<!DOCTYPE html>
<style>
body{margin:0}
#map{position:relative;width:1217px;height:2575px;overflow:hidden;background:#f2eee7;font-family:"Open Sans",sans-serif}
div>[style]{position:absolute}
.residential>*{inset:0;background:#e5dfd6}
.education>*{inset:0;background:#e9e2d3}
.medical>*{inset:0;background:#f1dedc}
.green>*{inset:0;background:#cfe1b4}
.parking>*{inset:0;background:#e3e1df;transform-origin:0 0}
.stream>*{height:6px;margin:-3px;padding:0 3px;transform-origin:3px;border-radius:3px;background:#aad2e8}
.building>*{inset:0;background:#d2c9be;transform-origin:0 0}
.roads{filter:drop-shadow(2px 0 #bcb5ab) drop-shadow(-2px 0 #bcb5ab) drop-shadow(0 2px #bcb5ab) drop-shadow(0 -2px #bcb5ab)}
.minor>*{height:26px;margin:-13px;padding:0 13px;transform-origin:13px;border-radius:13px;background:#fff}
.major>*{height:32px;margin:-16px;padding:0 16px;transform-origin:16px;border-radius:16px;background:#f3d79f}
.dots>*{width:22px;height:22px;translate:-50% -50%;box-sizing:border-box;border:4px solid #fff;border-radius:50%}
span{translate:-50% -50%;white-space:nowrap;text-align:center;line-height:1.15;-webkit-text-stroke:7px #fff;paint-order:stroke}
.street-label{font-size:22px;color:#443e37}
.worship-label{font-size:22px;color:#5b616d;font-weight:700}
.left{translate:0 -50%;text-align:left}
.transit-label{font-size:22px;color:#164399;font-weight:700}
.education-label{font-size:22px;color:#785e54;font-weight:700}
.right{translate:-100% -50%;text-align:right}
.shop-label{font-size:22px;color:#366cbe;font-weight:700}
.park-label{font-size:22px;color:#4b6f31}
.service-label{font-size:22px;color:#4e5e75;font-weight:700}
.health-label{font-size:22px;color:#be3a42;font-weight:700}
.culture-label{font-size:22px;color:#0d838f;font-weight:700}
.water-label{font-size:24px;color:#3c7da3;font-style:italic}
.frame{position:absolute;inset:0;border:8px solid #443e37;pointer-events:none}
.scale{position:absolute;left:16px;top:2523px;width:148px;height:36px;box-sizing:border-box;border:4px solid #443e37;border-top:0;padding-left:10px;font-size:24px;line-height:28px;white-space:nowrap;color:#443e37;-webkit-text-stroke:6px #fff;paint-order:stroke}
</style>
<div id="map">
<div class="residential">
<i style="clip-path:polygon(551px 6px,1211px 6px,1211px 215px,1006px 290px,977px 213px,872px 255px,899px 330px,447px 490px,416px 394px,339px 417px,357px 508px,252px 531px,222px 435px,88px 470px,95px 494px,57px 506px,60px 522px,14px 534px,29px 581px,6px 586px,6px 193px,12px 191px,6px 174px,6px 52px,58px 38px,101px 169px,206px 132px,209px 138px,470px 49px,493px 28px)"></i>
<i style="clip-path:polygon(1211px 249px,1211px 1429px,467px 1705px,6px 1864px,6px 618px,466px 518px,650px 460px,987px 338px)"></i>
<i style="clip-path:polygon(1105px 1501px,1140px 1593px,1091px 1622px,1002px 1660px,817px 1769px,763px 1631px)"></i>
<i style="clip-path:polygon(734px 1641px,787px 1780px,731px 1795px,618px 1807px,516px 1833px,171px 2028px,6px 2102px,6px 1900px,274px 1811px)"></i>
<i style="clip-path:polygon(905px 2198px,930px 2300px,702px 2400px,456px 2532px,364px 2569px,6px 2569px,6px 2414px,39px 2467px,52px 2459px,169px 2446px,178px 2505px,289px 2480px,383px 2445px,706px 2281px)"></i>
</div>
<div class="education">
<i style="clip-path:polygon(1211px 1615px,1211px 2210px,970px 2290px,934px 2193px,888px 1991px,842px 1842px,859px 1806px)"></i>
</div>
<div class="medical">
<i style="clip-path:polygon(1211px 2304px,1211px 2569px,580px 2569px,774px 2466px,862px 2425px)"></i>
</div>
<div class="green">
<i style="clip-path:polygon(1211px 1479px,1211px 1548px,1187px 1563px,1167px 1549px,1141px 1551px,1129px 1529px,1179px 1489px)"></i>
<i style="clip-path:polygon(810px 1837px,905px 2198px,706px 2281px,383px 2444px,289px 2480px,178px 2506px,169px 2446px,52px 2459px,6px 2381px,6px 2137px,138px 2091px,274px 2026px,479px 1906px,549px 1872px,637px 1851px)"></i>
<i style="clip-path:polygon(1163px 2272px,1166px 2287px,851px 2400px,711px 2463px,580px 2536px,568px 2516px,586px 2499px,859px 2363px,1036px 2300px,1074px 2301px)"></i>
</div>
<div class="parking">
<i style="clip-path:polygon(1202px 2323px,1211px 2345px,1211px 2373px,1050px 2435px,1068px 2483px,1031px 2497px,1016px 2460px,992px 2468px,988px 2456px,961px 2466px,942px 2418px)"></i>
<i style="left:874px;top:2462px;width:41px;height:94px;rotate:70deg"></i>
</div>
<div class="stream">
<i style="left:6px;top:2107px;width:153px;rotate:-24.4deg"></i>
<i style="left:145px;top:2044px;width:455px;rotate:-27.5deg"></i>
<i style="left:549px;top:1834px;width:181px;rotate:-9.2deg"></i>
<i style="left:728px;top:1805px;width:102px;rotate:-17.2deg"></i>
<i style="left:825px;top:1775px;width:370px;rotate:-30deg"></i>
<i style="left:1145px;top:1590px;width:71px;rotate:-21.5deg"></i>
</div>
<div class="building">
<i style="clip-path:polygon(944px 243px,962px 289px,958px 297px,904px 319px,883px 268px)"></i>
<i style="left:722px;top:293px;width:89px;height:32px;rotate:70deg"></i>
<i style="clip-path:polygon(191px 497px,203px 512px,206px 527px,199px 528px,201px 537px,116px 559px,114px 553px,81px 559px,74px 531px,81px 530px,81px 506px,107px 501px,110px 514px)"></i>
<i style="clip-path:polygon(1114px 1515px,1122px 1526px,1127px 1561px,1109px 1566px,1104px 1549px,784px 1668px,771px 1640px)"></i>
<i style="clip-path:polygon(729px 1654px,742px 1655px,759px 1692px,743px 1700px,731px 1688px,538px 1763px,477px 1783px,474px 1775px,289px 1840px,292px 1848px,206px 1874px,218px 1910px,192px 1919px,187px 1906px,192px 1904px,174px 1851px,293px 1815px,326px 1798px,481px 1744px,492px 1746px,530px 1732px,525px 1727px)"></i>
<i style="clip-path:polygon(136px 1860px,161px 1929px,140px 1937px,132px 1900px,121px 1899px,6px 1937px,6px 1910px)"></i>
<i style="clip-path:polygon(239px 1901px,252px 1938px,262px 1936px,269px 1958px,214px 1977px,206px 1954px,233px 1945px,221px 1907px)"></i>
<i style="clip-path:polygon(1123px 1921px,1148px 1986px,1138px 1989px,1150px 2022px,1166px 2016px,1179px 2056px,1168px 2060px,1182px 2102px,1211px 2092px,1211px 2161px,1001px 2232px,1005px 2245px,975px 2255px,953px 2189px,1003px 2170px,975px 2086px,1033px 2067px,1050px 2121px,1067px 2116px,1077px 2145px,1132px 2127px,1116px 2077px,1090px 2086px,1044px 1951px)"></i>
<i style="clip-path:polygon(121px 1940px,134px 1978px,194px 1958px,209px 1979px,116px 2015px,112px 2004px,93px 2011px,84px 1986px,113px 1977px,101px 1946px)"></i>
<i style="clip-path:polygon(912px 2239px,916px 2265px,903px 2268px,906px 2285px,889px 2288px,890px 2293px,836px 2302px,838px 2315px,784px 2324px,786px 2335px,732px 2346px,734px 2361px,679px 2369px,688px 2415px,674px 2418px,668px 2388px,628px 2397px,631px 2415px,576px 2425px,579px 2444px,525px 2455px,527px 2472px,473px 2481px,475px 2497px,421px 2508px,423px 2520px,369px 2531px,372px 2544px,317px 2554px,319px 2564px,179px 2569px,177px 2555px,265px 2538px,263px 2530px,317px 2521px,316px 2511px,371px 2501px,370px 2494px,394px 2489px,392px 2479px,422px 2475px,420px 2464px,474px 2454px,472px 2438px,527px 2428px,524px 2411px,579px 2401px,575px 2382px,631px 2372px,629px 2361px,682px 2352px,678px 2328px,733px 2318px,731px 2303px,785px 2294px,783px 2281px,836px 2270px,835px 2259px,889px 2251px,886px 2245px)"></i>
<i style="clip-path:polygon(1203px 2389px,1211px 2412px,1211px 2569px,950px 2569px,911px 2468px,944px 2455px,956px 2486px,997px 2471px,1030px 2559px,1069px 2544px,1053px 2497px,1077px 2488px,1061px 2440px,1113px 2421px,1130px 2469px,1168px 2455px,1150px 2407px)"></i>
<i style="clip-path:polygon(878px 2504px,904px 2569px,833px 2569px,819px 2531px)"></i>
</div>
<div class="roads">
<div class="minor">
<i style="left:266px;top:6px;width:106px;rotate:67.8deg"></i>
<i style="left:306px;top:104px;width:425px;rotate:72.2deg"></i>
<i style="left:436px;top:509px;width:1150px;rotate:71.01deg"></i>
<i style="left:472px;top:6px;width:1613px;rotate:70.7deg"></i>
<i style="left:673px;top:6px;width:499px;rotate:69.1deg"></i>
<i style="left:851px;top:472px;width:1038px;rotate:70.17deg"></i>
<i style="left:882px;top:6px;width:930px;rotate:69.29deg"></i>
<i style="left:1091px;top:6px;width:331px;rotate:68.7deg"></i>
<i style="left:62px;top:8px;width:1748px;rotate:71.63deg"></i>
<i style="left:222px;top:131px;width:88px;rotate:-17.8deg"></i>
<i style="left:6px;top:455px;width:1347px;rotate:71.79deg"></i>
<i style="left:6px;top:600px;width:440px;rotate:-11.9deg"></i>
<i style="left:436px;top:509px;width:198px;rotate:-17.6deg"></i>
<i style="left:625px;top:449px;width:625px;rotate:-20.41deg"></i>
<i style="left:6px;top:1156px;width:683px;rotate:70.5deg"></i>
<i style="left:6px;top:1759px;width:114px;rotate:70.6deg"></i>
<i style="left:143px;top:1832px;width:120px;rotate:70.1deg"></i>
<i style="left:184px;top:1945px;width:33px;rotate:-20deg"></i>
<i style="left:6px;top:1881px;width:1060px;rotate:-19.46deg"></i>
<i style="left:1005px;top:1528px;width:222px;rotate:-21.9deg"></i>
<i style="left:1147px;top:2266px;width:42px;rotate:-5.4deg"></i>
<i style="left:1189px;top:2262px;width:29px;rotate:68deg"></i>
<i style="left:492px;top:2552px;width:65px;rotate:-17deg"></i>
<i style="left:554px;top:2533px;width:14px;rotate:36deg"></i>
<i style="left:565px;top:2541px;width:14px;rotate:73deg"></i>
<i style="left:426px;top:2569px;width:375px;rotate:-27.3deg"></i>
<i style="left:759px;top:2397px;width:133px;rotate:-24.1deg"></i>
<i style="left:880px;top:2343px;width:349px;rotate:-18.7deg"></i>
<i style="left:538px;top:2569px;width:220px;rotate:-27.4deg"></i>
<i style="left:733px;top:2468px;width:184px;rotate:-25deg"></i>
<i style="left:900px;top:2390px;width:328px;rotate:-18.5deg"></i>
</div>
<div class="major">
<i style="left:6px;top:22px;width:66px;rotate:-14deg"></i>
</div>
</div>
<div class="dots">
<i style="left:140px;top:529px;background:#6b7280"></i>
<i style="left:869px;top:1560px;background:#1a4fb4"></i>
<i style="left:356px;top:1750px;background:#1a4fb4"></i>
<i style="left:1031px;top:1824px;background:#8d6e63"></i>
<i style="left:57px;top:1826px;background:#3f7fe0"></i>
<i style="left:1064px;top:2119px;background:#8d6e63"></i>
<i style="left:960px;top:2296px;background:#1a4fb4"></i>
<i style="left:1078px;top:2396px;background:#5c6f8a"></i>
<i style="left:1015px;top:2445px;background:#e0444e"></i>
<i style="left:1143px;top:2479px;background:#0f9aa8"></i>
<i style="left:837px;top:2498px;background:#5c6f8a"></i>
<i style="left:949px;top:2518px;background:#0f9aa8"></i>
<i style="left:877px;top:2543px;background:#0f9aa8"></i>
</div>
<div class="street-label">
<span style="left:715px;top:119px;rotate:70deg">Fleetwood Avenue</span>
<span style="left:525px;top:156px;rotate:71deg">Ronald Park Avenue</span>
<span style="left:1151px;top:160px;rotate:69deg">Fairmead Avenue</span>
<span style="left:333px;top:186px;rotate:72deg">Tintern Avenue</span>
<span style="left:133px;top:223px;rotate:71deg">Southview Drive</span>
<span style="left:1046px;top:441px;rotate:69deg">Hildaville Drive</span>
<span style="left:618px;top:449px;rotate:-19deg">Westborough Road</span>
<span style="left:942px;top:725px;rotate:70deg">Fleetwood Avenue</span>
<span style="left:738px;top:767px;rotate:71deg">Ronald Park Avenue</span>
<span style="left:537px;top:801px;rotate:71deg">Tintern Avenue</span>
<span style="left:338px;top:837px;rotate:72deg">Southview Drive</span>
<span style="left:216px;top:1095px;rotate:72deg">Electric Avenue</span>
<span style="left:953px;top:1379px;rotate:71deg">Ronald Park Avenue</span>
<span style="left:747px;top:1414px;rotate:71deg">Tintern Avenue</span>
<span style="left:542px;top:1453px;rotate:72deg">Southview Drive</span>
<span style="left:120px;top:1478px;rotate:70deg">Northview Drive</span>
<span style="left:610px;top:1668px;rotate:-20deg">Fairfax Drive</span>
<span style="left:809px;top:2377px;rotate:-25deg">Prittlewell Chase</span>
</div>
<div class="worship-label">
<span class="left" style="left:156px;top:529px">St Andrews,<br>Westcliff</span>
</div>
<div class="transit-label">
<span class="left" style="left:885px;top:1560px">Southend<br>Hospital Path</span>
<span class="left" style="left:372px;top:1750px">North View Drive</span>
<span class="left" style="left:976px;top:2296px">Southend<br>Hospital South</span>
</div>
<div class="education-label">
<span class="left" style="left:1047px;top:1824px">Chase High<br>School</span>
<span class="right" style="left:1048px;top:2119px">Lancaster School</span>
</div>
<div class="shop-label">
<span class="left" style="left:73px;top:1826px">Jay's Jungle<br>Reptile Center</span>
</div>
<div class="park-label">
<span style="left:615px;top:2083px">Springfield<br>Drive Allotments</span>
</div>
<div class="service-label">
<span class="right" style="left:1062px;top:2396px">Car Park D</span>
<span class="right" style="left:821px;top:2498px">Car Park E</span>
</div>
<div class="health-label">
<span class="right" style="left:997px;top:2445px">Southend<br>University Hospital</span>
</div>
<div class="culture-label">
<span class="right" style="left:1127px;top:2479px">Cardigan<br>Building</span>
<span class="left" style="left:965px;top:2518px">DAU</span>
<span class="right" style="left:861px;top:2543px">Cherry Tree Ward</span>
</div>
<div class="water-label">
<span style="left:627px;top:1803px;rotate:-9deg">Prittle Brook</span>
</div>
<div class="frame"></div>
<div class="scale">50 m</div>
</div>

----

**EXERCISE:** Quote the data above verbatim from its first line to the line that includes "0 #bcb5ab) drop-shadow(-2px", with both boundary lines retained.

**RESULT BELOW:**
<!DOCTYPE html>
<style>
body{margin:0}
#map{position:relative;width:1217px;height:2575px;overflow:hidden;background:#f2eee7;font-family:"Open Sans",sans-serif}
div>[style]{position:absolute}
.residential>*{inset:0;background:#e5dfd6}
.education>*{inset:0;background:#e9e2d3}
.medical>*{inset:0;background:#f1dedc}
.green>*{inset:0;background:#cfe1b4}
.parking>*{inset:0;background:#e3e1df;transform-origin:0 0}
.stream>*{height:6px;margin:-3px;padding:0 3px;transform-origin:3px;border-radius:3px;background:#aad2e8}
.building>*{inset:0;background:#d2c9be;transform-origin:0 0}
.roads{filter:drop-shadow(2px 0 #bcb5ab) drop-shadow(-2px 0 #bcb5ab) drop-shadow(0 2px #bcb5ab) drop-shadow(0 -2px #bcb5ab)}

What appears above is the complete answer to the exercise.